The 21-date “Origen” tour, named after his latest album, kicked off in Miami on September 16 and will make stops in Los Angeles, Las Vegas, Houston and Chicago, among other cities, before wrapping up in New York on October 17.

This time around, though, Juanes says he has more in mind than just putting on a great show.

He’s also thinking about the safety of his fans, as well as his own and that of his bandmates, as they play venues in cities with different Covid-19 protocols and vaccine mandates.

“I think it’s very important if you want to go to live shows or restaurants or whatever to be safe and make other people safe too” he said. “Yeah, it depends on the city or the state whether they require vaccines, but I think it’s a social responsibility to get vaccinated.”

He says this as someone who admits that he was hesitant at first to get the jab.

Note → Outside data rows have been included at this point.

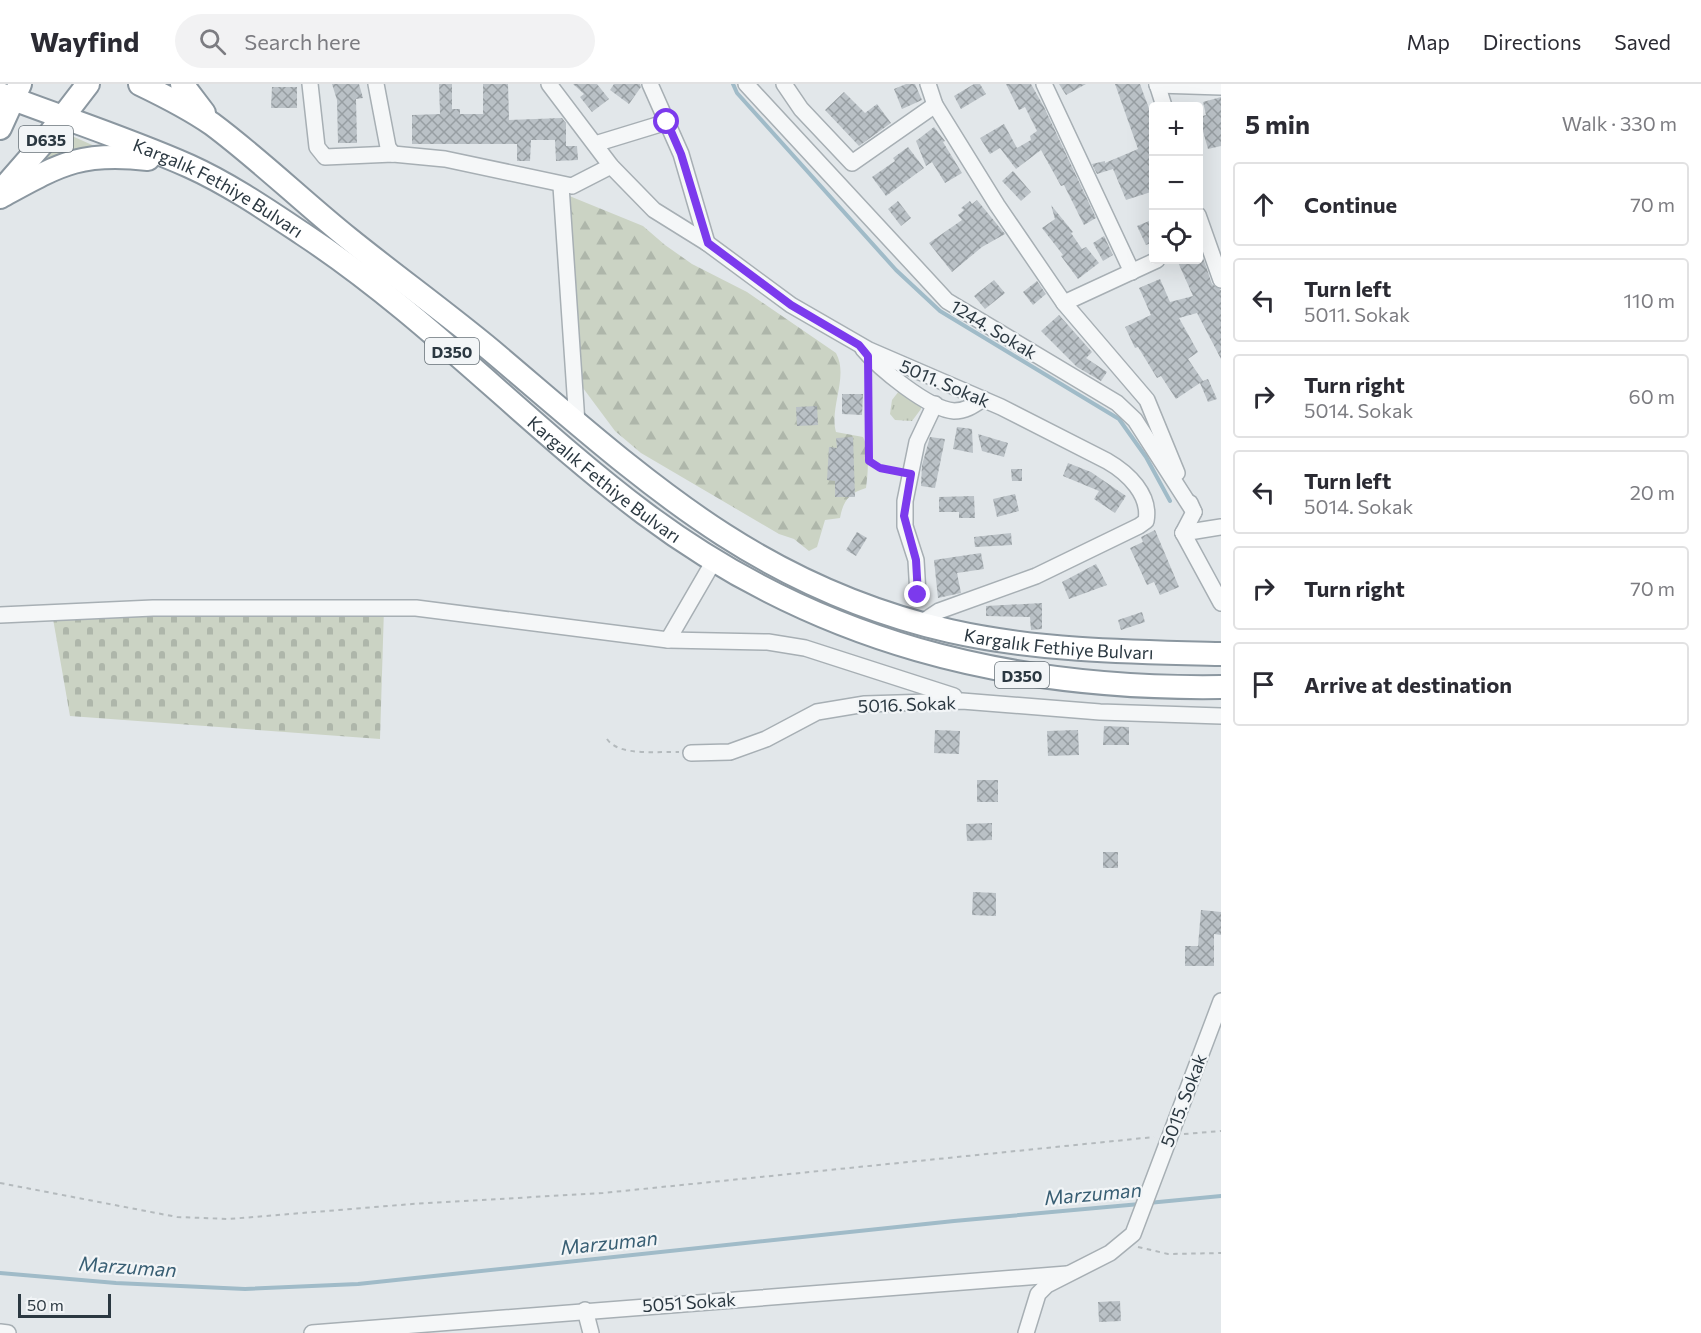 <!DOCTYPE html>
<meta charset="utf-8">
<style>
body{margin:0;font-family:Commissioner,sans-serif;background:#f2f2f3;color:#2b2b33}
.controls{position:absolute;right:18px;top:18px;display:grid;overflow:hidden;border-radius:6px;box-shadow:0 6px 24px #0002}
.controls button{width:54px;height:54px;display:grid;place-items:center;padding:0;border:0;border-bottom:2px solid #e1e1e2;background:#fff;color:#2b2b33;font:30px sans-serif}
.scale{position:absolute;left:18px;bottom:15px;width:93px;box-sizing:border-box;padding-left:6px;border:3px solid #2b3841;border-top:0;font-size:16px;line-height:21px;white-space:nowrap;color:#2b3841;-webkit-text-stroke:4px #f2f5f7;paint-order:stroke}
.stop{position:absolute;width:18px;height:18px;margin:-14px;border:4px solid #7c3aed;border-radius:50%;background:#fff}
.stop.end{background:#7c3aed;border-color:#fff;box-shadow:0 2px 6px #0008}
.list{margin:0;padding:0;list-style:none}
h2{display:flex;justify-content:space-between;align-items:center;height:78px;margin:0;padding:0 24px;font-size:26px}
h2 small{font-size:20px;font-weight:400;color:#7c7c81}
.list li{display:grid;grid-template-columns:39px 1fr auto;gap:18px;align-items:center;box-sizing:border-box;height:84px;margin:0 12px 12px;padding:0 12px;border:2px solid #e1e1e2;border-radius:6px}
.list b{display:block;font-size:22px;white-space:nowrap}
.list p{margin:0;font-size:20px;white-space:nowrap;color:#7c7c81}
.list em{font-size:20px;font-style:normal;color:#7c7c81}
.icon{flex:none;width:33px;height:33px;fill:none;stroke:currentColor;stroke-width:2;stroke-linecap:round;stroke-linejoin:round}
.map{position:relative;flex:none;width:1221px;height:1249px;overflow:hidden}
header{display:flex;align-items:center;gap:36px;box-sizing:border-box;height:84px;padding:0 30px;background:#fff;border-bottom:2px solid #e1e1e2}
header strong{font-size:28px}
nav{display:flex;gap:33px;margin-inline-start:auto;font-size:21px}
.search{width:420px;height:54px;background:#f2f2f3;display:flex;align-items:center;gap:15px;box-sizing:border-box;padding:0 21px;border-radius:33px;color:#7c7c81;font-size:22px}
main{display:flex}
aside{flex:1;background:#fff}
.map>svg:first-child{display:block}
.grass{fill:url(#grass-tufts)}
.forest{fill:url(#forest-firs)}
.cemetery{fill:url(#cemetery-stones)}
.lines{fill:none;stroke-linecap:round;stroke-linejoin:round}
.stream{stroke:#a0bbc8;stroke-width:4}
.building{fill:url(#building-cross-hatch)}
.minor-casing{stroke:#a7afb4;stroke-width:18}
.highway-casing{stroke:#8b97a0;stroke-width:26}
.path{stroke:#b4babd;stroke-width:2;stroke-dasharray:4.5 4.5;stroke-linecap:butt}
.minor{stroke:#f5f7f8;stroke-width:15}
.highway{stroke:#fff;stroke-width:22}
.route{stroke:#7c3aed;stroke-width:8}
.labels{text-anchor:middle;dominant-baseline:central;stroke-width:4.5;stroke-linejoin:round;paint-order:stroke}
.shield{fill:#f2f5f7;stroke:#677178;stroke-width:1.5}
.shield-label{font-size:16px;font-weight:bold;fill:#2b3841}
.street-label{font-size:18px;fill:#2b3841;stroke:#f2f5f7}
.water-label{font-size:20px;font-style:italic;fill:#385e73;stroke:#f2f5f7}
</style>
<header>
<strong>Wayfind</strong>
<div class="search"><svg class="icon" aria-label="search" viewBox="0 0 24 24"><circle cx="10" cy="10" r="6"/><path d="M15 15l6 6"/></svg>Search here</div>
<nav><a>Map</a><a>Directions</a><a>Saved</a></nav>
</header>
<main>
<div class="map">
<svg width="1221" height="1249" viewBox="0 0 1221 1249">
<defs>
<pattern id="grass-tufts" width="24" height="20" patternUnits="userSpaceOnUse" patternTransform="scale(1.5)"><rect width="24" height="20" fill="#cbd3c4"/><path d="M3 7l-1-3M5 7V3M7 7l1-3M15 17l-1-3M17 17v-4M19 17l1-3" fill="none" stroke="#aeb6aa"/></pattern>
<pattern id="forest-firs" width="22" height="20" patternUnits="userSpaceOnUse" patternTransform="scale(1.5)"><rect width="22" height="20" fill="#cbd3c4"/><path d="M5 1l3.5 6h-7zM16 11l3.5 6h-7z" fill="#aeb6aa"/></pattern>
<pattern id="cemetery-stones" width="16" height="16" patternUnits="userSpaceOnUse" patternTransform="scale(1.5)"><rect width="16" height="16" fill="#cbd3c4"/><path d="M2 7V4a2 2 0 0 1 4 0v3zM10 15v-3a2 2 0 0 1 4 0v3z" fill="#aeb6aa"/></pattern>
<pattern id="building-cross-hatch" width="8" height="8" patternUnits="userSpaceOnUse" patternTransform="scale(1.5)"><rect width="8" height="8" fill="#bac1c6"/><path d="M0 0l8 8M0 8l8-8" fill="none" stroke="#979ea2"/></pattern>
</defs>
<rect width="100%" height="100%" fill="#e2e7ea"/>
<g class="grass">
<path d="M63,48l36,16 -65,19z"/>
<path d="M899,307l22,10v8l-9,12 -17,-1 -5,-6 2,-14z"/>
</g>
<path class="forest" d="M567,111l76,31 22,19 27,19 55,28 89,61c13,24 -7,54 0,79l27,5c7,13 5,36 3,51 -17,5 -23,13 -26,30l-15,2 -8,27 -8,4 -15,-12 -15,-5 -138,-81 -26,-22 -32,-43z"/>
<path class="cemetery" d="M384,524l-4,131 -310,-23 -18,-103z"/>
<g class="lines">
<g class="stream">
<path d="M733,0l4,9 159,177 44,41 179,108 27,38 24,44"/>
<path d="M1148,1119l73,-7"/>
<path d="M0,1189l116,10 129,6 113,-5 596,-63 186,-17"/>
</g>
</g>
<g class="building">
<path d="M332,0h27l4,14 -7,1 1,44h-19l-1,-43z"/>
<path d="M439,0h13v25h8v5h23v-30h25l1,36 53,-2 4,5v23h11l1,14 -22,1 -1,-21h-24l-1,21h-13v-17h-105v-29l28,-1z"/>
<path d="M573,0h24l12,15 -17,13 -12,-15 4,-3z"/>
<path d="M614,0h26l1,3 -12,17 -19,-14z"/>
<path d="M906,0h9l7,16 -20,9 -8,-20z"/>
<path d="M974,0h6l6,10 -25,15 -7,-13z"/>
<path d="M1006,0h25l13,23 52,111 -12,7 -20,-40 -3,1 -20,-36 -25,19 -16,-21 -10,6 -10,-16 24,-14 13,24 14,-8 -1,-4 7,-5 -12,-24 -6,3z"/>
<path d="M1059,0h27l-20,11z"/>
<path d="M1115,0h25l11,30 3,-1v78l-28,9 -13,-31 -16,5 -5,-10 13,-3v2l33,-14z"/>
<path d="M272,3h25v21h-26z"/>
<path d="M844,8l21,21 12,-9 14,19 -32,23 -34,-36z"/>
<path d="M1221,13v49l-13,3 -9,-32 7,-2 -3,-13z"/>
<path d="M934,43l11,14 -2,1 19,31 -17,10 -13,-21 -6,4 -10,-25z"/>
<path d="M908,63l16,21 -38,28 -14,-19 23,-16 -2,-3z"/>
<path d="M1013,87l18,21 -10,9 -19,-20z"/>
<path d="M977,116l28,34 -23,13 -30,25 -23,-29 33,-23 -4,-5 6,-5 -3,-2 9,-7 2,3z"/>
<path d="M898,117l13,17 -10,8 -13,-17z"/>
<path d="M1051,121l22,27 -2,1 11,16 4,-2 13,16 -21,16 -17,-23 2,-1 -21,-27 13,-9z"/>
<path d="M1154,135v23l-8,3 -9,-19z"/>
<path d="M1104,152l9,19 -10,6 -10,-18z"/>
<path d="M1201,168l11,32 9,6v69l-24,-46 -18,5 19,34 -10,7 15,22 5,-2 9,20 -9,3 -8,-19 -24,16 -15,-23 -4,2 -19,-31 -3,1 -10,-21 26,-12 -12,-27 21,-9 10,23 23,-6 -16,-36h21z"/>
<path d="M994,196l11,13 -20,16 -11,-13z"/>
<path d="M1037,197l9,13 -13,11 -10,-13z"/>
<path d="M1059,231l33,37 -6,6 21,14 -6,9 -24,-14 -36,-36z"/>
<path d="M842,310h21l-1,21 -20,-1z"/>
<path d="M817,322l1,19 -21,1 -1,-19z"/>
<path d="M957,343l15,2 1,24 -20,-4z"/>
<path d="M978,350l30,9 -4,14 -22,-6z"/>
<path d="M853,353l2,60h-20v-16l-8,-1 2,-33 8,1 -1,-10z"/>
<path d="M930,353l15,2 -10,49 -14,-2 1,-21z"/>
<path d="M1068,379l23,9 35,24 -11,17 -21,-14 5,-8 -36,-15z"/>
<path d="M1011,385h11v12h-10z"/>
<path d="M1015,410l4,17 -22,6 -4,-18z"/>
<path d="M974,412l1,22h-16v-6h-20v-15z"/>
<path d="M1155,446l24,57 -19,8 -6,-13 -7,3 -17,-37 13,-6 -2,-5z"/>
<path d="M857,448l10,6 -11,18 -10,-6z"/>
<path d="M1011,449l1,12 -37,2 -1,-10z"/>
<path d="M981,469l3,16 -27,4 4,20 -23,5 -4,-38z"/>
<path d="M1096,480l11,21 -38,14 -7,-17z"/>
<path d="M1042,519v26l-11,1 -1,-13 -44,-1v-10z"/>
<path d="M1142,528l3,10 -24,8 -3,-10z"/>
<path d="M1104,642l25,1v18h-26z"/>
<path d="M935,646l25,1 -1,23 -25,-1z"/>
<path d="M1078,646l1,25 -31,1 -1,-25z"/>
<rect x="977" y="696" width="21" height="22"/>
<path d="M992,739v17l-25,1 -1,-17z"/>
<rect x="1103" y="768" width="15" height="16"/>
<path d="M973,808l23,1v23l-24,-1z"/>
<path d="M1201,826l20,2v23l-7,-1v32h-29v-20h13z"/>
<path d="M1120,1217l1,20 -22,1 -1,-20z"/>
</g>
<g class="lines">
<g class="minor-casing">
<g id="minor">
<path d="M310,0l7,63 8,10 68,-3 52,5 127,27 39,-20"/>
<path d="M376,0l12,63 5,7"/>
<path d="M549,0l62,82 43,44 53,33 84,62 78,45 132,57 106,54c21,12 44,34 39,60l-7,5 -103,50 -97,35 -18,12"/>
<path d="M650,0l31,70 26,89"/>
<path d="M746,0l201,217 170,102 18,17 59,92"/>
<path d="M784,0l17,25 51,54 83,-58"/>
<path d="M928,0l7,21 62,100 67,98 83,97 30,73"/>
<path d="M1044,0l88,188"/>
<path d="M1157,0l7,22"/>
<path d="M1157,1l64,2"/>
<path d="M595,60l72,-22"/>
<path d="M561,102l16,237"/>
<path d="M1198,131l23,65"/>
<path d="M1064,219l93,-43"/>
<path d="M863,265c16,19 65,60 91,62 12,0 20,-6 29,-12"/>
<path d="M1183,449l11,-21 -4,-9"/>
<path d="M1183,449l38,70"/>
<path d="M1183,449l38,-6"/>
<path d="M918,511l-2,-35 -11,-34v-25l12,-59 18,-38"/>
<path d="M0,531l153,-7h263l252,32 47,-81"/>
<path d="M668,556l100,2 37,6 149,48"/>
<path d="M691,669l39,-1 36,-13 51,-27 48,-8 97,-3 138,11 121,4"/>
<path d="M585,1226l6,23"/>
<path d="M0,1248l8,1"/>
<path d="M312,1249l755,-59"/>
<path d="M1026,1249l12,-39 9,-9 63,-32 23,-19 88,-233"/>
</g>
</g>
<g class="highway-casing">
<g id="highway">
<path id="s1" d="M140,0c25,12 49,24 72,40 47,35 90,77 136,114 47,38 97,74 144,113 148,125 262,235 458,280 89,20 180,21 271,23"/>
<path d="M182,0l22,29"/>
<path id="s2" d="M0,10c63,24 128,45 189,72 40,18 78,44 114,68 123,81 224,191 341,279 172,129 365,177 577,174"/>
<path d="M0,44l20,-44"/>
<path d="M1,107l41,-47 46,-60"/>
<path d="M0,113c59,-32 79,-46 148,-38"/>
</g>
</g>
<g class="path">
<path d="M868,290l1,87 11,7 16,3"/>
<path d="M607,655c12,18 52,12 72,13"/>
<path d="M1184,1050l37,-3"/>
<path d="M0,1099l177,34 52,2 183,-15 191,-11 551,-56"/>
<path d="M1138,1163l30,7 53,-1"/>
</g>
<use href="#minor" class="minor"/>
<use href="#highway" class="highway"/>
</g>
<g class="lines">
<path class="route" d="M667,38l14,32 27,89 83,62 68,40 9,11 1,105 11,7 31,6 -7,42 12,44 2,35"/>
</g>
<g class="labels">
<g class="shield">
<rect x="19" y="42" width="54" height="26" rx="4.5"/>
<rect x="425" y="254" width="54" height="26" rx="4.5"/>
<rect x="995" y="578" width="54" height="26" rx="4.5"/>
</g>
<g class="shield-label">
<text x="46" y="55">D635</text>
<text x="452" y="267">D350</text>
<text x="1022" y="591">D350</text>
</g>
<g class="street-label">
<text stroke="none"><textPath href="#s2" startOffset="238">Kargalık Fethiye Bulvarı</textPath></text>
<text transform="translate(994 245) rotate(31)">1244. Sokak</text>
<text transform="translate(945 299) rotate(23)">5011. Sokak</text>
<text stroke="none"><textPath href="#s2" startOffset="724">Kargalık Fethiye Bulvarı</textPath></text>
<text stroke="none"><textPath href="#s1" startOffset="1096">Kargalık Fethiye Bulvarı</textPath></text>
<text transform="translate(907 620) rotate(-2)">5016. Sokak</text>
<text transform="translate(1183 1016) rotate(-69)">5015. Sokak</text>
<text transform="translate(689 1218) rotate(-4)">5051 Sokak</text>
</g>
<g class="water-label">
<text transform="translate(1093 1109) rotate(-5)">Marzuman</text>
<text transform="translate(609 1158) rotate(-6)">Marzuman</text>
<text transform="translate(128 1182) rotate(4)">Marzuman</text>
</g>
</g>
</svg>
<div class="controls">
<button>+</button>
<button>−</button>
<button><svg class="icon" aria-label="locate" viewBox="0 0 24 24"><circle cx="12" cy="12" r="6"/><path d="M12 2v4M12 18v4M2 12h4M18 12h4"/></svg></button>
</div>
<div class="scale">50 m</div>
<div class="stop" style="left:667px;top:38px"></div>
<div class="stop end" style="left:918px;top:511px"></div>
</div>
<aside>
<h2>5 min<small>Walk · 330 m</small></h2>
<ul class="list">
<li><svg class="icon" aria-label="ahead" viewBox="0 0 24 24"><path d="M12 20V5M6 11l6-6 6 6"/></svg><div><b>Continue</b></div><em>70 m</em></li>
<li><svg class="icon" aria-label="left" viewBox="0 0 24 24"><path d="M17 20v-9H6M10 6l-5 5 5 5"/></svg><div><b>Turn left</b><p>5011. Sokak</p></div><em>110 m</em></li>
<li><svg class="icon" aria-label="right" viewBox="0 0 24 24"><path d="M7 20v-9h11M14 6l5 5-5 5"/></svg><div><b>Turn right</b><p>5014. Sokak</p></div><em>60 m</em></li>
<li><svg class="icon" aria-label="left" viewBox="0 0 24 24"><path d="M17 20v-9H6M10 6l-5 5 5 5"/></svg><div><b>Turn left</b><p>5014. Sokak</p></div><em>20 m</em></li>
<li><svg class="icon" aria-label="right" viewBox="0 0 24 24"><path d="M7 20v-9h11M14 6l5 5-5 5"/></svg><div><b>Turn right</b></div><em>70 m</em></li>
<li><svg class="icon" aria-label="arrive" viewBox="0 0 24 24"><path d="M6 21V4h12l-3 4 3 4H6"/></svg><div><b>Arrive at destination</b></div></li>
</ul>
</aside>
</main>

“At the beginning, I was refusing to get vaccinated,” Juanes said. “I felt like the process was too improvised. I mean not improvised by the science community, but everything was just so fast. Normally those vaccines take like eight, 10 years to develop, and in this case it was like eight or nine months, so the feeling was we are kind of like rats in a laboratory not knowing what was going to happen.”

It was a visit from his elderly mother, however, that convinced the artist to cast his fears aside and finally get the Covid-19 vaccine.

“My mom is 91 years old. She was sitting in my living room, and when I saw her there I immediately said, ‘I have to go and get the vaccine right now. I have to go now.’ I didn’t want to live with the thought of something happening to her. So, for me, this is about responsibility and being considerate of others. It is not about politics or religion, it is about the science and the doctors, so my advice now is to listen to them.”

He especially encourages Latinos, a group that has lagged behind others in vaccination rates, to ignore the deluge of disinformation on social media and the politics that have clouded the process.

“In the end,” he said, “you have to think I have to be responsible with myself, my family and those around me.”

For now, Juanes says he is glad to be back on the road with “Origen,” an album of cover songs that he says takes him back to his roots and pays tribute to the songs and artists that inspired his own musical journey — from Juan Luis Guerra to Carlos Gardel to Bruce Springsteen and Bob Marley.

“We cover songs from the 40s, 50s, 60s, 70s, 80s, 90s. You know, Fito Páez, Juan Gabriel, Joaquín Sabina. All these big songs that I grew up listening to and that the audience also knows, but that they are hearing in my own style,” Juanes said. “We mixed a lot of elements of Caribbean percussion and Pacific and Atlantic rhythms from Colombia with rock music, and it was very cool. I really love this album, it’s very important for me.”

It also just picked up three Latin Grammy nominations, including Album of the Year, adding to the singer/songwriter’s list of highlights coming out of the forced lockdown.

Another highlight? Being invited by Metallica to cover “Enter the Sandman” on the metal band’s “The Metallica Blacklist” compilation album.

“When I was a kid, a teenager, I used to listen to Metallica,” he said. “I think it is because of Metallica that I am here. They inspired me to play electric guitar, to be part of a rock band. So when they invited us to be part of the Blacklist album after seeing us perform ‘Seek and Destroy’ at a rock festival in Colombia, I just couldn’t believe it.”

Juanes also has his sights set on the future. After this tour, he will begin working on a new album that he hopes to release in the next several months. He says he wrote more than 40 songs during the pandemic that, much like him, he can’t wait to take to the stage and perform live for his fans.